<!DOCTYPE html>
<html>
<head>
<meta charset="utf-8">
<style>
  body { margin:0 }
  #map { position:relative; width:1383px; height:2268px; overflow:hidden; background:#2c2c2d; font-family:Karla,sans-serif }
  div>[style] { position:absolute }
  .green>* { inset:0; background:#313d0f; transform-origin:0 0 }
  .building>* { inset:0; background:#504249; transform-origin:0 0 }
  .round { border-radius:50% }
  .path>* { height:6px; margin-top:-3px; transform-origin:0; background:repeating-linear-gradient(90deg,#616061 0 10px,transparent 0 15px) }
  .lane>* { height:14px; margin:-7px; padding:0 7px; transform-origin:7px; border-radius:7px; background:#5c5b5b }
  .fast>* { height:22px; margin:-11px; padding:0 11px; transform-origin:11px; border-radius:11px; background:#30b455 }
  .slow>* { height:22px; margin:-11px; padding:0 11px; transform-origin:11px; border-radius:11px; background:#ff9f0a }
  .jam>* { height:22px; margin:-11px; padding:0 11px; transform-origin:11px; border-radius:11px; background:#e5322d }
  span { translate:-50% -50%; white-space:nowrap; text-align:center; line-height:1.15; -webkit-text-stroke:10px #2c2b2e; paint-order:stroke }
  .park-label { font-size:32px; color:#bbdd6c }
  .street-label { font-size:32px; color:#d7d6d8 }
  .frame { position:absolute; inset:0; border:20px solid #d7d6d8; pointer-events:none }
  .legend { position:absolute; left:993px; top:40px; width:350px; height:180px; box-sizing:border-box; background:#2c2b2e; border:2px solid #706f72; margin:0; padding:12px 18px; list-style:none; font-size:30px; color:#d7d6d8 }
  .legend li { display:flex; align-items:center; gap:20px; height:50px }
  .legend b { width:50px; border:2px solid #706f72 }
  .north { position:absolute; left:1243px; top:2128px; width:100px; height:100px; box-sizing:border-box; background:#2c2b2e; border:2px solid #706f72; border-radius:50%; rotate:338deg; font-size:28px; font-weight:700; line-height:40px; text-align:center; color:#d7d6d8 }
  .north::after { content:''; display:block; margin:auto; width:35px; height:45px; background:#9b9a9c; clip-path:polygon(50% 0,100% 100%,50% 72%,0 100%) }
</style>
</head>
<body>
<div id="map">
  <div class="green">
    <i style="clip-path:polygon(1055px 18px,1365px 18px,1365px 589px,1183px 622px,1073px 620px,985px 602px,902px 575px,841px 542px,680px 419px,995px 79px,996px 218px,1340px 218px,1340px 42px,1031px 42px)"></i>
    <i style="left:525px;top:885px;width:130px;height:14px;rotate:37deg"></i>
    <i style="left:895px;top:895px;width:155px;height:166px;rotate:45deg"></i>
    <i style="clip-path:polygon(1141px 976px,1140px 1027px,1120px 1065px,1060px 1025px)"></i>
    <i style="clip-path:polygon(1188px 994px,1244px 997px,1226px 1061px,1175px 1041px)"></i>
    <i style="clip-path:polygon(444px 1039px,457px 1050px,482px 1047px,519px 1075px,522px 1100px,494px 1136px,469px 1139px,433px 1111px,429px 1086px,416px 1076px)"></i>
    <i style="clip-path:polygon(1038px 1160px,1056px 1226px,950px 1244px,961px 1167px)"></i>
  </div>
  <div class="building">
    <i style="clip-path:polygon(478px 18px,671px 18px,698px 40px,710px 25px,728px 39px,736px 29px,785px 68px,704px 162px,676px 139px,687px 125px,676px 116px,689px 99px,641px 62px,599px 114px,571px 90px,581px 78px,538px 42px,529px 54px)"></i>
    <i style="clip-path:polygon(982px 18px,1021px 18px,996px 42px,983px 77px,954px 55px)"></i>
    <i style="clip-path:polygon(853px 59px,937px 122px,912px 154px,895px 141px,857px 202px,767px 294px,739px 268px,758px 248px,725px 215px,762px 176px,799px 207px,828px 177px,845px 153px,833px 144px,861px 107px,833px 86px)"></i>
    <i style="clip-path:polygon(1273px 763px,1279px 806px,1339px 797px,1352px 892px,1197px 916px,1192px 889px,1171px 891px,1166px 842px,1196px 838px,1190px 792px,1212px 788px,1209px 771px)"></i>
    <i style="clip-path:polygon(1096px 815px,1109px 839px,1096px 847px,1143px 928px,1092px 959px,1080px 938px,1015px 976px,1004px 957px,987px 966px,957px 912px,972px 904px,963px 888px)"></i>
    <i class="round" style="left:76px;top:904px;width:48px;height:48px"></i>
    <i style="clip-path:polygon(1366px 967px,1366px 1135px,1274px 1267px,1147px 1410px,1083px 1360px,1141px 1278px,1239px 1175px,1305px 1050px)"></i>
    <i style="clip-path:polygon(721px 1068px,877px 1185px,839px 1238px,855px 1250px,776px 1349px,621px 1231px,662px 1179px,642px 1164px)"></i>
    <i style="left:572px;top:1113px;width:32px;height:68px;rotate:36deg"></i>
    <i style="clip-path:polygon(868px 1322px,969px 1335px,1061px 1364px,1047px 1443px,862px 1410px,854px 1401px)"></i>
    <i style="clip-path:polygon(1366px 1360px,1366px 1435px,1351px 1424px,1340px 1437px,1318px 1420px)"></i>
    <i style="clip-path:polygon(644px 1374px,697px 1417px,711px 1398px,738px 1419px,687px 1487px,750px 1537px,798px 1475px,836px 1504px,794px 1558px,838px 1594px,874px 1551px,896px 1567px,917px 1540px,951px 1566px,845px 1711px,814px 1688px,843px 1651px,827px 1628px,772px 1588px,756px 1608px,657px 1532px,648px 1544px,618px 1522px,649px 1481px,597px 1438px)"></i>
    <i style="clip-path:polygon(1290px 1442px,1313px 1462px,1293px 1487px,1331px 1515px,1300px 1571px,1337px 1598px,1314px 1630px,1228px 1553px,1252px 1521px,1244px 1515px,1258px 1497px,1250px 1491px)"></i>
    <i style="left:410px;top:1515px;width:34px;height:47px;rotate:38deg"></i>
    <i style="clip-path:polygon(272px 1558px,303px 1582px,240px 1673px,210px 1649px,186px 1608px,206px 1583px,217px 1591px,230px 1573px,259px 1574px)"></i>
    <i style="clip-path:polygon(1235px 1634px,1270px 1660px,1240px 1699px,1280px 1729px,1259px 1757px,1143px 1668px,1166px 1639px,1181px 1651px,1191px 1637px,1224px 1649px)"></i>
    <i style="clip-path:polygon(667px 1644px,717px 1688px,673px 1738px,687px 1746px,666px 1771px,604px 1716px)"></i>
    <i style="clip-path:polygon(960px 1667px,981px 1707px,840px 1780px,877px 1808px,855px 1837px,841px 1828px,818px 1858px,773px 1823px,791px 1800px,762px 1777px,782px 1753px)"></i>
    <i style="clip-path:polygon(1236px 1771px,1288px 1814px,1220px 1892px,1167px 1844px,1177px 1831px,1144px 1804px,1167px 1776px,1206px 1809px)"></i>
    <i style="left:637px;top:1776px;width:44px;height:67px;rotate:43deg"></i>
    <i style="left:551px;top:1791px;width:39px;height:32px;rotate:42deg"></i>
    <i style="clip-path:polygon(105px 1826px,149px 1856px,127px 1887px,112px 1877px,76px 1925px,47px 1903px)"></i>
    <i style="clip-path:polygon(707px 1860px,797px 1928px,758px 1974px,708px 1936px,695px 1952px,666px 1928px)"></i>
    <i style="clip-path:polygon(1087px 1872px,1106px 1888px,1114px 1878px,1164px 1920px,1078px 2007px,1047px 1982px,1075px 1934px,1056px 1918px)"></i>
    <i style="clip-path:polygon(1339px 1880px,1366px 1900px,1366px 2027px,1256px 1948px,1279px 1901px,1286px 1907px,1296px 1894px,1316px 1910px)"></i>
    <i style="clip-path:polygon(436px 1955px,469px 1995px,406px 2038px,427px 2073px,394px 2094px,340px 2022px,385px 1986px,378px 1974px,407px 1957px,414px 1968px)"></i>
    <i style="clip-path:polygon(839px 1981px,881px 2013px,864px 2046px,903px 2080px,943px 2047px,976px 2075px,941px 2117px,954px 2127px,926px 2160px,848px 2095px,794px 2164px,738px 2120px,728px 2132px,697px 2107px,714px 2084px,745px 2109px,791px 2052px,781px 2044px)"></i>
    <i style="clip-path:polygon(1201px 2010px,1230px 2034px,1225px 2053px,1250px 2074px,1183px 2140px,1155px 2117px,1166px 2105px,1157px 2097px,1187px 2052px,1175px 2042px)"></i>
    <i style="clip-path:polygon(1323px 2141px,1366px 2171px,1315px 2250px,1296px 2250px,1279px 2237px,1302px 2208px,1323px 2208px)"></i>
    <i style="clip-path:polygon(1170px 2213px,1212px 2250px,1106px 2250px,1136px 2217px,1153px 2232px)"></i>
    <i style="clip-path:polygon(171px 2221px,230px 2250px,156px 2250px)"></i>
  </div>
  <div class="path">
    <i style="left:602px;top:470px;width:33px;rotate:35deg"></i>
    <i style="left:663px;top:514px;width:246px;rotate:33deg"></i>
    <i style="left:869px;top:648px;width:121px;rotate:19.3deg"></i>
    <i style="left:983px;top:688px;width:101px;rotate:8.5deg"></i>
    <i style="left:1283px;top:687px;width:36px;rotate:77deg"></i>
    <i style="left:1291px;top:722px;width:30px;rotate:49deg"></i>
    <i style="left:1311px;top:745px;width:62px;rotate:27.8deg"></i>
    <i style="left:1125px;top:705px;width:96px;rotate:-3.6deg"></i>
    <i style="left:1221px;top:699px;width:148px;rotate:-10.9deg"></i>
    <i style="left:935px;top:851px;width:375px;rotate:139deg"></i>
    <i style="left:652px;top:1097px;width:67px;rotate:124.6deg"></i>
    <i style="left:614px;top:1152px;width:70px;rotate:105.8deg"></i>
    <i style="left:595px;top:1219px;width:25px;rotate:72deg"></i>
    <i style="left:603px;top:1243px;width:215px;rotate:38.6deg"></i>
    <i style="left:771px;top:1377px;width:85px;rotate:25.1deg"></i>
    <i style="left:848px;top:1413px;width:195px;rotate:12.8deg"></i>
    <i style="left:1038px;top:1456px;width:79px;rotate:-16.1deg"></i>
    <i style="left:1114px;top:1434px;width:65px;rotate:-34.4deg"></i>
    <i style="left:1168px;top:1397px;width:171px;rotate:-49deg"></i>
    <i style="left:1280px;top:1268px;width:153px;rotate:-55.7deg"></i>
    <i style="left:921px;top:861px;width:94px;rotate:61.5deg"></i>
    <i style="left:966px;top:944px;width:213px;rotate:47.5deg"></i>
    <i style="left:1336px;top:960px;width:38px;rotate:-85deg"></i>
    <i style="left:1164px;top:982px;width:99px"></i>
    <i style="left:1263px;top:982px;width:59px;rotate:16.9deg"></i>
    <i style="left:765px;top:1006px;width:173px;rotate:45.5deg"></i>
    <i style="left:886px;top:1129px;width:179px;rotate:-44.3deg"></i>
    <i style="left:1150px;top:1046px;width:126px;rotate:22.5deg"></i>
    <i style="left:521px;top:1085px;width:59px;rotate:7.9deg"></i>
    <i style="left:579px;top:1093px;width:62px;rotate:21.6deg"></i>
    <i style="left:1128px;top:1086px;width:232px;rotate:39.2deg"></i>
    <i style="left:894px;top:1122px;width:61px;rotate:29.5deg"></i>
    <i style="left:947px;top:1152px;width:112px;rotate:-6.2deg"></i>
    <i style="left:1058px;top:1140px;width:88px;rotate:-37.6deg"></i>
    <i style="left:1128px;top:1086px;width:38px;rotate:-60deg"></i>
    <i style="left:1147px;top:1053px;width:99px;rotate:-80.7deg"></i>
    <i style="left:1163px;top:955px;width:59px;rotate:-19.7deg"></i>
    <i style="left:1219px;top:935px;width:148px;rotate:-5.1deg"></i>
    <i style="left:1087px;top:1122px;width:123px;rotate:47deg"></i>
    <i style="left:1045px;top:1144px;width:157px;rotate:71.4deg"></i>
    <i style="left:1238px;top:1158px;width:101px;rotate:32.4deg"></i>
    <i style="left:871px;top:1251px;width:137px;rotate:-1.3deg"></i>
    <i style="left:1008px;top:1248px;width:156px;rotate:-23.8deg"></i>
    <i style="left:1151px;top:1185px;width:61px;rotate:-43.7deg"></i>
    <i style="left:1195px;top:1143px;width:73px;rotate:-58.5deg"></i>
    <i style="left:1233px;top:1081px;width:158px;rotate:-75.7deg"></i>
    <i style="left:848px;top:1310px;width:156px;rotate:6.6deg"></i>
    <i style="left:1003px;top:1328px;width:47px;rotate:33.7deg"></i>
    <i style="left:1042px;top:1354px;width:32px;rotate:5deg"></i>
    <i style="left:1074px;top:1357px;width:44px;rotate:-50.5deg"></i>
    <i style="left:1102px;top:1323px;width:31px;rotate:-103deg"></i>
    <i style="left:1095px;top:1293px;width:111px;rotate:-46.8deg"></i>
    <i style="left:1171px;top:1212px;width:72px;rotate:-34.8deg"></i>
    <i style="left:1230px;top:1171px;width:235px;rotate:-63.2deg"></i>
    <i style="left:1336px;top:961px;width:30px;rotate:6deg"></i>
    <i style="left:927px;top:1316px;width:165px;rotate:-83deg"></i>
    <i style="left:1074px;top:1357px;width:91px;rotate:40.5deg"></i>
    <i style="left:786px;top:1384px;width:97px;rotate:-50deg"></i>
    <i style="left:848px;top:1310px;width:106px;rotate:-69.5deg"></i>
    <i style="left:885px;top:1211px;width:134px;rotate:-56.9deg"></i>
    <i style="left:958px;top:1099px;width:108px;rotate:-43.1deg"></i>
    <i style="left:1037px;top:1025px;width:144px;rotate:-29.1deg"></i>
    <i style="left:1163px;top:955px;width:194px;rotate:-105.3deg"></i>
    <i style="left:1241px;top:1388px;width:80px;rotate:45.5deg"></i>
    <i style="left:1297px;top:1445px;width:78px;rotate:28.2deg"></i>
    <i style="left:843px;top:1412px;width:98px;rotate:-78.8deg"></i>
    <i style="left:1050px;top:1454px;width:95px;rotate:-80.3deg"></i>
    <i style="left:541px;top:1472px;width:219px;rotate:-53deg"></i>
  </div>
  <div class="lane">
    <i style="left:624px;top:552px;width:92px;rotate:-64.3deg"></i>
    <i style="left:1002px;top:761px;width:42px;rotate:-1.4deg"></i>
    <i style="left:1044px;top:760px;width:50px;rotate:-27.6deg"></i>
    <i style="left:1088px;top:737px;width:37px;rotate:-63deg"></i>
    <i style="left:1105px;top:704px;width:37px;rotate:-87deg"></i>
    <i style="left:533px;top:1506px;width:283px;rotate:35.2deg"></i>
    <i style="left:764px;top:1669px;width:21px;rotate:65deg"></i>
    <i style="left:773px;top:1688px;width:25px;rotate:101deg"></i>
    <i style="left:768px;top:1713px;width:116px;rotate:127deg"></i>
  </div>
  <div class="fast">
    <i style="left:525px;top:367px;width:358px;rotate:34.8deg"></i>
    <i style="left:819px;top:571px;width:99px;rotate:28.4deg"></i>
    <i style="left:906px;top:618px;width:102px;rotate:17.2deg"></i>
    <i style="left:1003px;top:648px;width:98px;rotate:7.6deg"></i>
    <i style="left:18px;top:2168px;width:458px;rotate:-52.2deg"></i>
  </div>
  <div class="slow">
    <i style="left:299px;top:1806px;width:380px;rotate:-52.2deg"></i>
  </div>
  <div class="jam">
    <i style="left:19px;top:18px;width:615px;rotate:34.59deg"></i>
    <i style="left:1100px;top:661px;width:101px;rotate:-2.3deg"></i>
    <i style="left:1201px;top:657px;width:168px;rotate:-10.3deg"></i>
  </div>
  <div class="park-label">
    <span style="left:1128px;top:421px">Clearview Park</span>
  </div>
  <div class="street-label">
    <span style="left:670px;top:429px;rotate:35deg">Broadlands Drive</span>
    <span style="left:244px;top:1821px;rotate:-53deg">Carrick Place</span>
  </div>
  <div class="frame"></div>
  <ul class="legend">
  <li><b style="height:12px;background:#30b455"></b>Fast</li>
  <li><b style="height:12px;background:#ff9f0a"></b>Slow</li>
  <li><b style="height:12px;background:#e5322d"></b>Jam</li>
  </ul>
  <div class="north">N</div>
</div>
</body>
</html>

★ ★ ★ ★

The lines to retype run from the start of the entries through the line containing "height:6px; margin-top:-3px; transform-origin:0;"; reproduce them exactly and add nothing.

**Reply**
<!DOCTYPE html>
<html>
<head>
<meta charset="utf-8">
<style>
  body { margin:0 }
  #map { position:relative; width:1383px; height:2268px; overflow:hidden; background:#2c2c2d; font-family:Karla,sans-serif }
  div>[style] { position:absolute }
  .green>* { inset:0; background:#313d0f; transform-origin:0 0 }
  .building>* { inset:0; background:#504249; transform-origin:0 0 }
  .round { border-radius:50% }
  .path>* { height:6px; margin-top:-3px; transform-origin:0; background:repeating-linear-gradient(90deg,#616061 0 10px,transparent 0 15px) }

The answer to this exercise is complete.